Just for the fun of it, an inverse symbolic calculator proposed as an approximation $$I= \Big[e^\alpha \, \pi^\beta \cot ^4(e \pi ) \csc ^{10}(e \pi )\Big]^{\frac 1 {25}}$$ $$\alpha =38+e-\frac{5}{e}-\frac{47}{\pi }-16 \pi\qquad \text{and} \qquad \beta=14 e-19$$ which is in error of $2.29\times 10^{-20}$.

Solution 3:

Another method, if you'd like:

Consider the continued fraction of $\coth x$ which is

$$\coth x=\dfrac{1}{x}\left\{1+\dfrac{x^2}{3+\dfrac{x^2}{5+\dfrac{x^2}{7+\dfrac{x^2}{\ddots}}}}\right\}$$ Considering the third iteration, that is:

$$\dfrac{1}{x}+\dfrac{x}{3+\dfrac{x^2}{5+\dfrac{x^2}{7}}}=\dfrac{1}{x}+\dfrac{5x+\dfrac{x^3}{7}}{15+\dfrac{10x^2}{7}}=\dfrac{105+45x^2+x^4}{5x(21+2x^2)}$$ we may write

$$\int_0^{\pi}\dfrac{105+45x^2+x^4}{5x^2(21+2x^2)}-\dfrac{5(21+2x^2)}{5x^2(21+2x^2)}dx= \int_0^{\pi}\dfrac{35+x^2}{105+10x^2}dx\approx 0.89\color{red}{6287}$$ which was only the third iteration.

Solution 4:

Not an answer, but I thought I'd give some equivalent statements.
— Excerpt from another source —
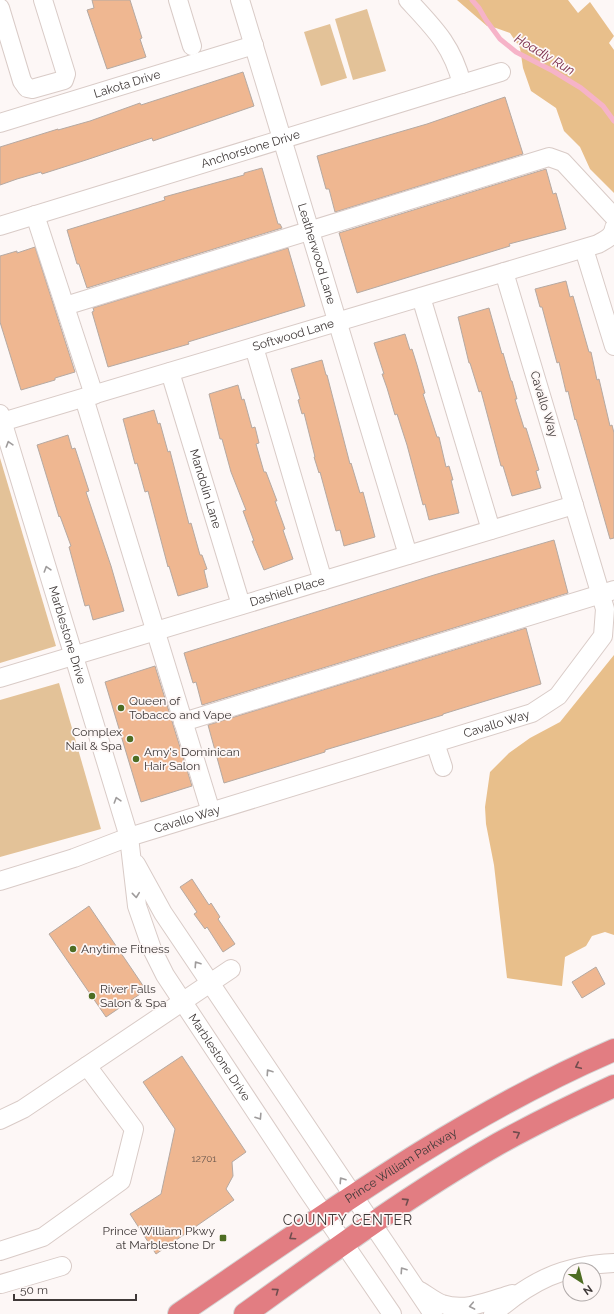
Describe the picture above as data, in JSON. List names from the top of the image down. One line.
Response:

As James and the original poster mentioned, we have: $$ \sum _{r=1}^{\infty } \frac{1 }{r}\arctan\left(\frac{1}{r}\right)= \sum _{n=0}^{\infty } \frac{(-1)^{n}}{2n+1}\zeta(2n+2) = \frac{\pi}{2}\int_{0}^{\pi} \frac{x\coth x-1}{x^2} \, dx \tag{1} $$

Changing the integrand yields the equivalent: $$ \frac{1}{2}\int_{0}^{1} \frac{\pi\coth (\pi x)}{x} - \frac{1}{x^2} \, dx = \frac{1}{2}\int_{0}^{\infty} \pi\coth (\frac{\pi}{e^x}) - e^x \, dx = (1) $$

Recalling that: $$ \int_{0}^{\infty} e^{-x} \frac{\sin t x}{\sinh x} \, dx = \frac{\pi}{2} \ \coth(\frac{\pi}{2} t) - t $$

and integrating over $t$ with some rearranging gives us $$ \int_{0}^{\infty} \frac{Si(x)}{e^x-1} \, dx = (1) $$ This integral (where Si(x) is the Sine Integral) also equals (1) and part by part can give the series above.

If one expands the $\coth(x)$ in the original integral it can be rearranged to: $$ \frac{\pi}{4} + \frac{1}{4}\int_{0}^{\pi} \psi^{(0)}(-ie^{ix}) \ - \psi^{(0)}(-ie^{-ix}) \ - (-i + 2\cos(x)) \tan(x) \ dx = (1) $$ However, this form is basically useless as the Polygamma function doesn't simplify anything.

I hope others will have better luck than I did.